From the kitchen came the click of dog claws on the floor and a tentative whuffing noise. "I bet Waddy needs out," she said, starting to rise. "He's part of the sound of the house, too."

"I'll get him, darling. Why don't you see if you can get the fire going? I'll be right back."

He helped her to her feet. "Wait just a second."  Passing easily around the coffee table, he switched on a lamp near the couch for her, then he was off for the kitchen.


The fireplace screen on this side was one of those metal curtain ones with chains you pull to open. She struck one of the long matches and found that the fire had been expertly laid with

lots of kindling so that it caught immediately.  Pulling the chains again, she settled back on the rug, not putting on her robe since he didn't have his with him. She'd heard the kitchen door open and close then the clink of some glasses. Before long Marshall returned with a bottle of wine tucked under his right arm, two goblets in one hand and a platter of cheeses, olives, small crisp breads, and a dip in the other.


"Sylvie thought of everything," he grinned, setting the platter on the coffee table.
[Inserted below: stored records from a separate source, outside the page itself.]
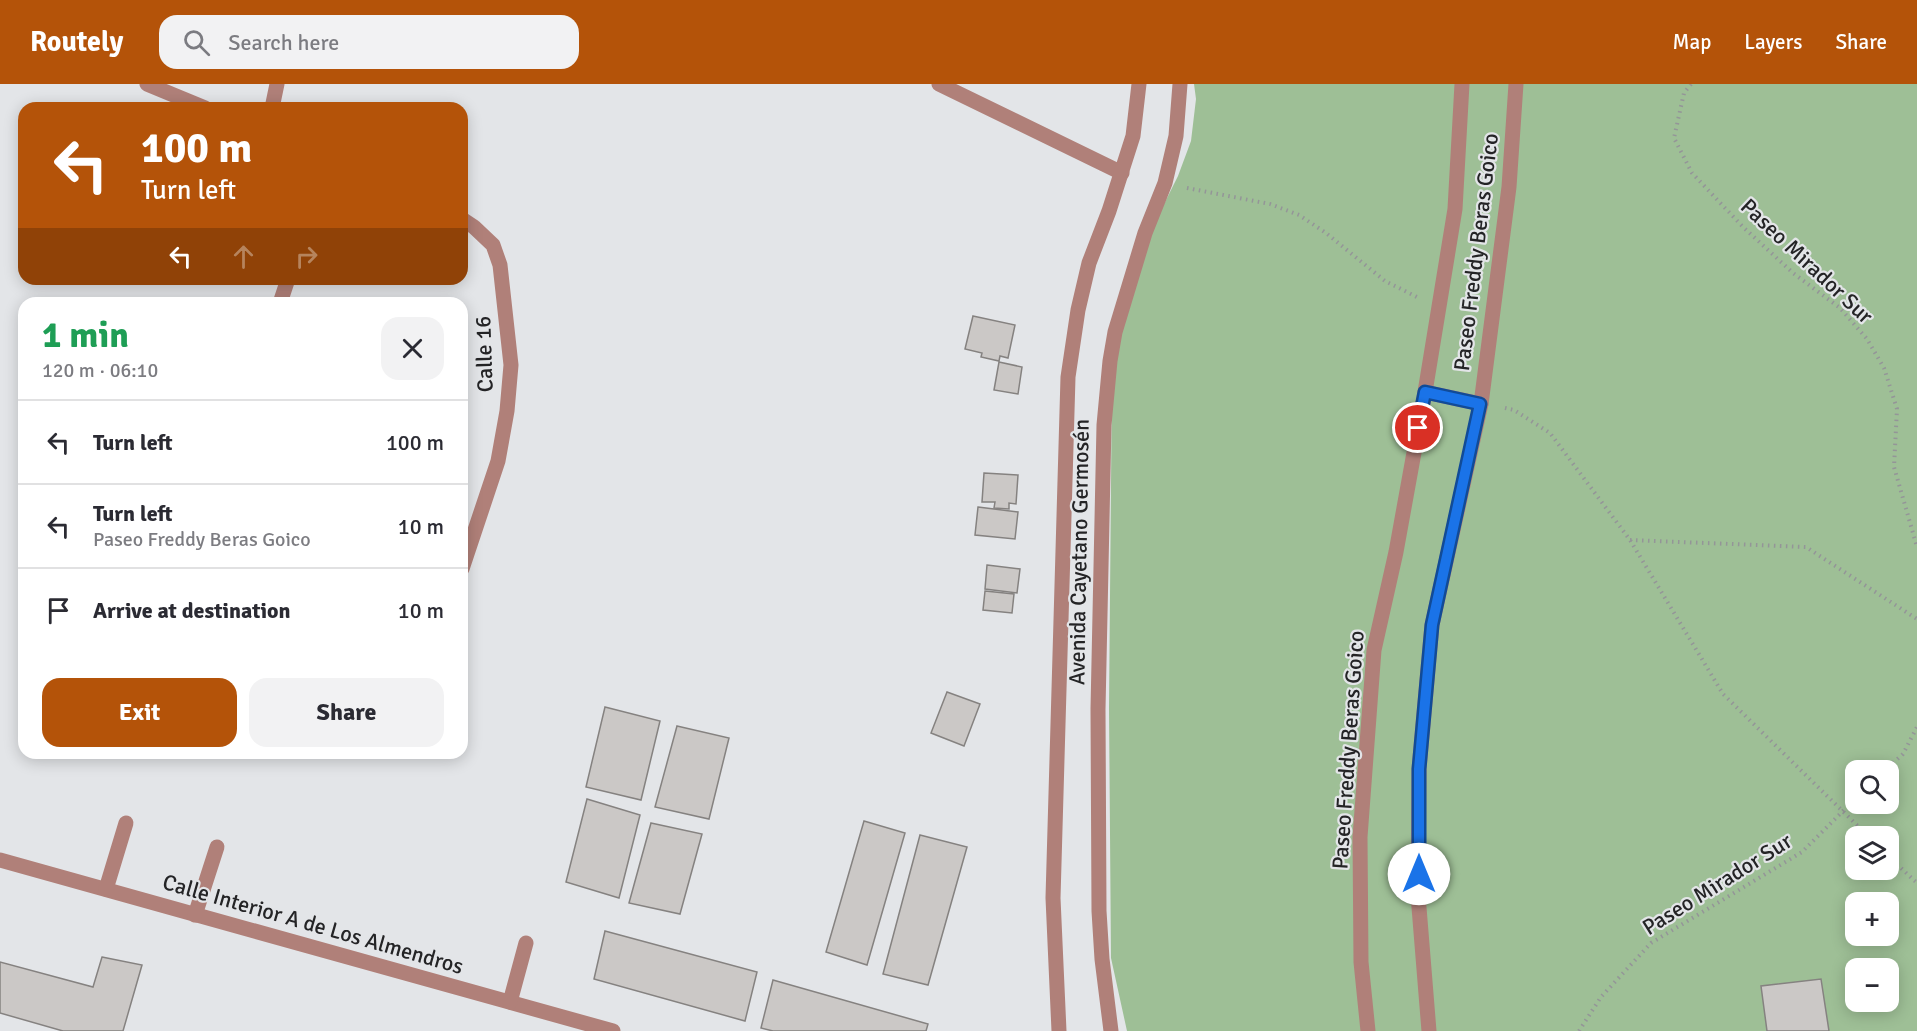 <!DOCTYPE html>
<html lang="en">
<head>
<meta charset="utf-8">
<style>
	body { margin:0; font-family:Signika,sans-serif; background:#f2f2f3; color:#2b2b33; height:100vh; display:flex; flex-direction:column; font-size:22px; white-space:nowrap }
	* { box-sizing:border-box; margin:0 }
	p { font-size:20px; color:#7c7c81 }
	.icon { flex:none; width:33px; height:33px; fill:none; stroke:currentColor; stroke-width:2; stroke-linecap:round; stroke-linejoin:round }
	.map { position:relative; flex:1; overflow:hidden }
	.drawer { position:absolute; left:18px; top:213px; width:450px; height:462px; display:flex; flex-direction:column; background:#fff; border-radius:18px; box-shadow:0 3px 15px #0003 }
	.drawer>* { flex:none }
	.banner { position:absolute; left:18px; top:18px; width:450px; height:183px; border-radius:18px; box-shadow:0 3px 15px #0003; background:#b45309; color:#fff; overflow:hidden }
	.fabs { position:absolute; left:1845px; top:676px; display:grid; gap:12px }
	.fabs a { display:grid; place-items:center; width:54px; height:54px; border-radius:12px; background:#fff; box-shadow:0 3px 15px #0003; font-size:30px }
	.pin { position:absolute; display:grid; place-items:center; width:51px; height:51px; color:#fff; margin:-26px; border:3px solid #fff; border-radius:50%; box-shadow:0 2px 6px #0007 }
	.me { position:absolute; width:66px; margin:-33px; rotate:0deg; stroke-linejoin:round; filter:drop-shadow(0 0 4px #0008) }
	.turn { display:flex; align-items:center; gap:21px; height:126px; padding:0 24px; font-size:27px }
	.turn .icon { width:78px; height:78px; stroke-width:2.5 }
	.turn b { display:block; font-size:42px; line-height:51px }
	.lanes { display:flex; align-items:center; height:57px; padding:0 24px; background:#0003; justify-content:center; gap:30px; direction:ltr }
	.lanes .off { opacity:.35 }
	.round { display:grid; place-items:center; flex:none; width:63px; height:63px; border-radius:18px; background:#f2f2f3 }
	.headline { display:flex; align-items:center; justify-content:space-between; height:102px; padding:0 24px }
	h1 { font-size:36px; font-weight:800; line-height:45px; color:#1e9e55 }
	.button { display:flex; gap:12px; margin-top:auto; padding:12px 24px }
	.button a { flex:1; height:69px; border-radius:18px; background:#b45309; color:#fff; font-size:24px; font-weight:800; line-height:69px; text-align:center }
	.button a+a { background:#f2f2f3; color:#2b2b33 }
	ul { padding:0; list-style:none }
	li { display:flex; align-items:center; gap:18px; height:84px; padding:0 24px; border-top:2px solid #e1e1e2 }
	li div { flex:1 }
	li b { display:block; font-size:22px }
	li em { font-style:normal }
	header { display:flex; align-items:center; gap:36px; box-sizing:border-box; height:84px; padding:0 30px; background:#b45309; color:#fff }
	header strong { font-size:28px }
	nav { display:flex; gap:33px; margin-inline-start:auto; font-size:21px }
	.search { width:420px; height:54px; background:#f2f2f3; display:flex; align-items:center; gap:15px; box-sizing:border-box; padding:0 21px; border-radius:18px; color:#7c7c81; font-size:22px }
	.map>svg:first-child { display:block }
	.green { fill:#9ebf96; fill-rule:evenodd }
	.building { fill:#cbc8c6; stroke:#858280; stroke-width:1.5 }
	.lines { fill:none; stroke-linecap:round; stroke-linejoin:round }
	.path { stroke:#949598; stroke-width:4; stroke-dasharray:1.5 4.5; stroke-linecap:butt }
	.minor { stroke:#b08079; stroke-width:15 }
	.route-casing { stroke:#114b97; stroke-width:15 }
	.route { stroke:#1a73e8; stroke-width:10 }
	.labels { text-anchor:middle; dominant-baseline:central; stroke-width:4.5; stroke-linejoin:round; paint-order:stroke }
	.street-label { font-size:22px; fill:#242426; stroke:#e3e5e8 }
</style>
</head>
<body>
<header>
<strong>Routely</strong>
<div class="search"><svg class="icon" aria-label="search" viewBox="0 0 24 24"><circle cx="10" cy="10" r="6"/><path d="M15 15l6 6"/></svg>Search here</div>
<nav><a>Map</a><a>Layers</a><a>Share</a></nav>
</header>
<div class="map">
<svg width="1917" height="947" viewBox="0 0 1917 947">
	<rect width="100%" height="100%" fill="#e3e5e8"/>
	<path class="green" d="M1194,0H1917V947H1127L1111,874L1109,624L1112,289L1116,247L1151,146L1178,92L1191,57L1196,15ZM1856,687H1888V720H1856ZM1856,753H1888V786H1856ZM1856,819H1888V852H1856ZM1856,885H1888V918H1856Z"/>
	<g class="building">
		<polygon points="973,232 1015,241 1008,274 1000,272 999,277 981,273 982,269 965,265"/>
		<polygon points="999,278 1022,283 1018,310 994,306"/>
		<polygon points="984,389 1018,391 1016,420 1009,419 1009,425 994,424 995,418 982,418"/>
		<polygon points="978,423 1018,428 1015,455 975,451"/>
		<polygon points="987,481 1020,485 1017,509 985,505"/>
		<polygon points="985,507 1014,510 1012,529 983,526"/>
		<polygon points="947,608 980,620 964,662 931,649"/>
		<polygon points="605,623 660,637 641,716 586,703"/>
		<polygon points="677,642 729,654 709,735 655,723"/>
		<polygon points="587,715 640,731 619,814 566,798"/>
		<polygon points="864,737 905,749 867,881 826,868"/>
		<polygon points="651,739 702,750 680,830 629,819"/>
		<polygon points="920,751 967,763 928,901 883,890"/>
		<polygon points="605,847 757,888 745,937 594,895"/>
		<polygon points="102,873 142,881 123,947 63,947 0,929 0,878 93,903"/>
		<polygon points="1821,895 1829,947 1767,947 1761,902"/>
		<polygon points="773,896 928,940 926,947 773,947 761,944"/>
	</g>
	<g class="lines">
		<g class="path">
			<polyline points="1691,0 1684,9 1674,54 1692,89 1743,143 1793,189 1840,224 1867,255 1884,284 1897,325 1894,383 1917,463"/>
			<polyline points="1187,104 1270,120 1299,131 1326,149 1385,197 1417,213"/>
			<polyline points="1505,324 1514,326 1550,349 1630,456 1723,610 1869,753"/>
			<polyline points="1630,456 1806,463 1917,535"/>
			<polyline points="1884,687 1903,670 1917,643"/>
			<polyline points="1888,772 1917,799"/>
			<polyline points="1579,947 1601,913 1651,859 1802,768 1856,714"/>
		</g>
		<g class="minor">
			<polyline points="147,0 205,24"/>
			<polyline points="939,0 1122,89"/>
			<polyline points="272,24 277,0"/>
			<polyline points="462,135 474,143 493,161 500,181 511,281 507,327 498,377 462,485"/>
			<polyline points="280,219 288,195"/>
			<polyline points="1425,308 1481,320"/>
			<polyline points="0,776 613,947"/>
			<polyline points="106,805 126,739"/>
			<polyline points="195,831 217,763"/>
			<polyline points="510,918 526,859"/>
			<polyline points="1059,947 1053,814 1068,293 1078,226 1089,179 1109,127 1133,52 1139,0"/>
			<polyline points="1111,947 1102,875 1099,827 1098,625 1104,341 1110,277 1115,248 1145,149 1165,99 1176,52 1180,0"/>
			<polyline points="1368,947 1361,878 1360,753 1374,566 1396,468 1425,308 1455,125 1462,0"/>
			<polyline points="1429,947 1418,811 1419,685 1432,541 1481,320 1509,103 1516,0"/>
		</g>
	</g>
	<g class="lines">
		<g class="route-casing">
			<polyline id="route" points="1418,344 1425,308 1480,320 1432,541 1419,685 1419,790"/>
		</g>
		<use href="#route" class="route"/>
	</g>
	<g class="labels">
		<g class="street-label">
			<text transform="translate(1476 168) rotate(-83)">Paseo Freddy Beras Goico</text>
			<text transform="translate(1807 177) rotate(43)">Paseo Mirador Sur</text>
			<text transform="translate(484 270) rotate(-92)">Calle 16</text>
			<text transform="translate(1079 468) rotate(-89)">Avenida Cayetano Germosén</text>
			<text transform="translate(1348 666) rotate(-86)">Paseo Freddy Beras Goico</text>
			<text transform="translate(1717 800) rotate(-32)">Paseo Mirador Sur</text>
			<text transform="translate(313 840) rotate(16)">Calle Interior A de Los Almendros</text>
		</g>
	</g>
</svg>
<div class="fabs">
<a><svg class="icon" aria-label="search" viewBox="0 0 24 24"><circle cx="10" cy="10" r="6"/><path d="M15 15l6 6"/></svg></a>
<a><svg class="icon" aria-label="layers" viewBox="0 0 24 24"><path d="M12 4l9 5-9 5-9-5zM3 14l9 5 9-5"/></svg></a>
<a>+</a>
<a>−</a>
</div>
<div class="pin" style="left:1418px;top:344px;background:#d93025"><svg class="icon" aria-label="arrive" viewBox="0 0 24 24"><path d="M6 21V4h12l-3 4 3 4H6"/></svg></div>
<svg class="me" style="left:1419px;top:790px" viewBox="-20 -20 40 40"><circle r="19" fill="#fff"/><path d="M0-13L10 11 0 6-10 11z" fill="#1a73e8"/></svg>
<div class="banner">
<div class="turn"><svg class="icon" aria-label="left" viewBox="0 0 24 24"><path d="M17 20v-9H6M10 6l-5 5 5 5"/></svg><div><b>100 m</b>Turn left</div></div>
<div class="lanes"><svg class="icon" aria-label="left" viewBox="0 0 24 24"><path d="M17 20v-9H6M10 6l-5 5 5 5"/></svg><svg class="icon off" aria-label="ahead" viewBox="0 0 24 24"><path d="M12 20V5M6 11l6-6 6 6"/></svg><svg class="icon off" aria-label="right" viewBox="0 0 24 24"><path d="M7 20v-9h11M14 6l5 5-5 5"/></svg></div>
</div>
<section class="drawer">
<div class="headline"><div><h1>1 min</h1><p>120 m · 06:10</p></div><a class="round"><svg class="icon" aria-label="close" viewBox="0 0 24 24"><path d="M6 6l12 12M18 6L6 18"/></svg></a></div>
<ul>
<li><svg class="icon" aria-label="left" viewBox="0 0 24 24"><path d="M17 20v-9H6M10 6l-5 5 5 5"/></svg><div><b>Turn left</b></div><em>100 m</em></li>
<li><svg class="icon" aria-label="left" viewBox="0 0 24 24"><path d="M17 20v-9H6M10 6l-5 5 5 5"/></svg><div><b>Turn left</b><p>Paseo Freddy Beras Goico</p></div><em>10 m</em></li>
<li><svg class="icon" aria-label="arrive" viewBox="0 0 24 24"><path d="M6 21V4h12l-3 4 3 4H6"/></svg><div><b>Arrive at destination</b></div><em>10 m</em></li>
</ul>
<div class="button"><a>Exit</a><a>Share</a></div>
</section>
</div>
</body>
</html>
The fire was crackling and spluttering as it caught. "Ah, pine," he said, pleased. "Pine is not necessarily the best firewood, but it's probably the noisiest. They always used it a lot for my sake. Nice 'n sappy."

After the fire had gotten going, she'd turned off the lamp so that the only light in the room came from the flames. As he settled beside her on the rug, she was glad for just the fire, enjoying the play of light over his body.  He held out his right arm and she nestled into the curve of it.

 

"Home," he sighed, "I'm really home."